The quick tour: a summary of approaches

RELease 1.0, Jan 24, 1995

To oversimplify: An account holder submits a digitally signed withdrawal note to her bank with the note information scrambled. The bank verifies that its customer signed it, removes that signature and applies its own, which certifies that the resulting message now has transferable value. But the bank can't trace the note and does not know where it is spent because of the blinding factors. DigiCash's technology operates on a minimal-need-to-know basis, with trusted virtual intermediaries that monitor and confirm steps along the way. In this way, value gets transferred and people get paid (verifiably), but nobody knows who did what to whom.
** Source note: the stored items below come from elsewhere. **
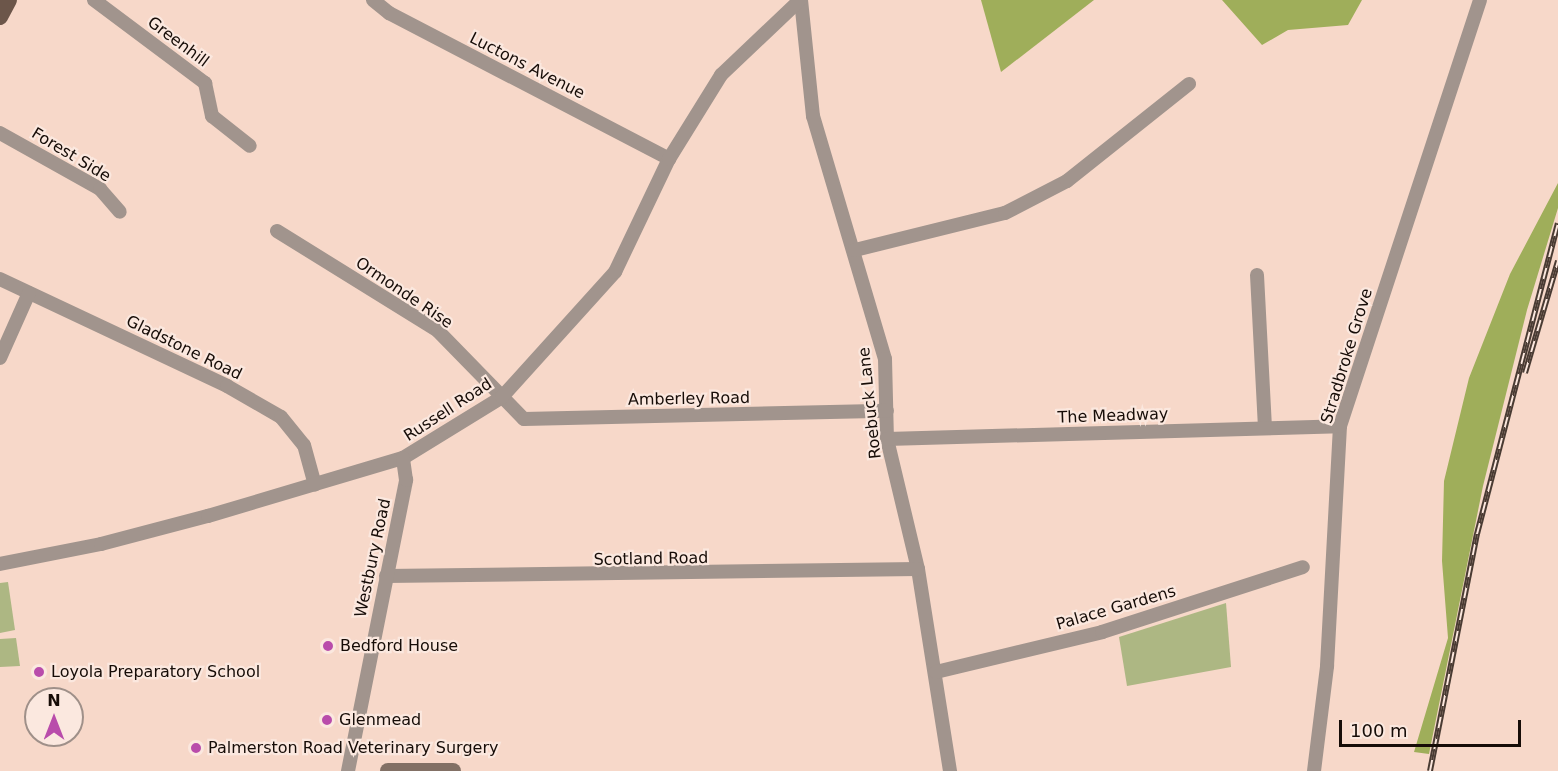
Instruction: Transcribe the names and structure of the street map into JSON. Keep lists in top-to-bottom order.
{
  "streets": {
    "street": [
      "Greenhill",
      "Luctons Avenue",
      "Forest Side",
      "Ormonde Rise",
      "Gladstone Road",
      "Stradbroke Grove",
      "Amberley Road",
      "Roebuck Lane",
      "Russell Road",
      "The Meadway",
      "Westbury Road",
      "Scotland Road",
      "Palace Gardens"
    ]
  },
  "crossings": [
    ["Luctons Avenue", "Russell Road"],
    ["Ormonde Rise", "Amberley Road"],
    ["Ormonde Rise", "Russell Road"],
    ["Gladstone Road", "Russell Road"],
    ["Stradbroke Grove", "The Meadway"],
    ["Amberley Road", "Roebuck Lane"],
    ["Amberley Road", "Russell Road"],
    ["Roebuck Lane", "Russell Road"],
    ["Roebuck Lane", "The Meadway"],
    ["Roebuck Lane", "Scotland Road"],
    ["Roebuck Lane", "Palace Gardens"],
    ["Russell Road", "Westbury Road"],
    ["Westbury Road", "Scotland Road"]
  ],
  "places": [
    "Bedford House",
    "Loyola Preparatory School",
    "Glenmead",
    "Palmerston Road Veterinary Surgery"
  ],
  "scale_bar": "100 m",
  "north": "top"
}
The ecash system can be implemented in software. In fact, one million dollars of ecash are in circulation now as part of DigiCash's first operational pilot project. That money is cleared by DigiCash's First Digital Bank. DigiCash is working on a large-scale system that relies on smart-card technology, which in turn requires an infrastructure of readers and portable electronic wallets, so people can know how much money they have on hand. Chaum holds several important cryptography patents. Servers and services

Netscape Communications, formerly Mosaic Communications, recently struck a deal with MasterCard, which gives it a link to a major transaction system, expected to be operational by mid-year. Netscape is already working with First Data Corp., Bank of America and First Interstate. Netscape's browser has been licensed by many large companies, most notably MCI, which will use it as part of its internetMCI offering. Netscape has also made its client software easily available for free to non-commercial users, who can also pay $29 to register, which entitles them to support and upgrades. The company is trying to seed broad use of its protocols in order to grow the server market - and set de facto standards.

Netscape's developers embedded encryption and validation in the Netsite Commerce Server software. Users who log in with Netscape's client software, or other clients that use the Secure Sockets Layer (SSL) protocol Netscape developed, can access the server's transaction functionality. Netscape licenses the technology openly, and has proposed it to the World Wide Web Organization as a standard. If users try to do transactions with non-compliant browsers, the system warns them that their transactions may not be secure. Netscape developed the SSL protocol using RSA encryption; the protocol authenticates the server as well as encrypting transmissions. Enterprise Integration Technologies (EIT) has developed a secure Web protocol that uses RSA encryption called S-HTTP (Secure HyperText Transfer Protocol), which several major developers support.(1) The two protocols are not compatible, though they could be used together.

Open Market's goal is to help companies set up and manage "storefronts" on the World Vide Web as automatically as possible - on Open Market's electronic mall or in environments of their own. Open Market's StoreBuilder kit, currently available only on the Internet, leads merchants elegantly through the steps of creating an electronic storefront on the Internet. it includes layouts for catalogs of items for sale, advertising pages and indices. StoreBuilder is a bit like paint-by-numbers, but it is effective in its completeness and allows companies to create custom experiences more quickly. StoreBuilder will eventually be available as a shrinkwrapped package for companies that have no Internet access at all.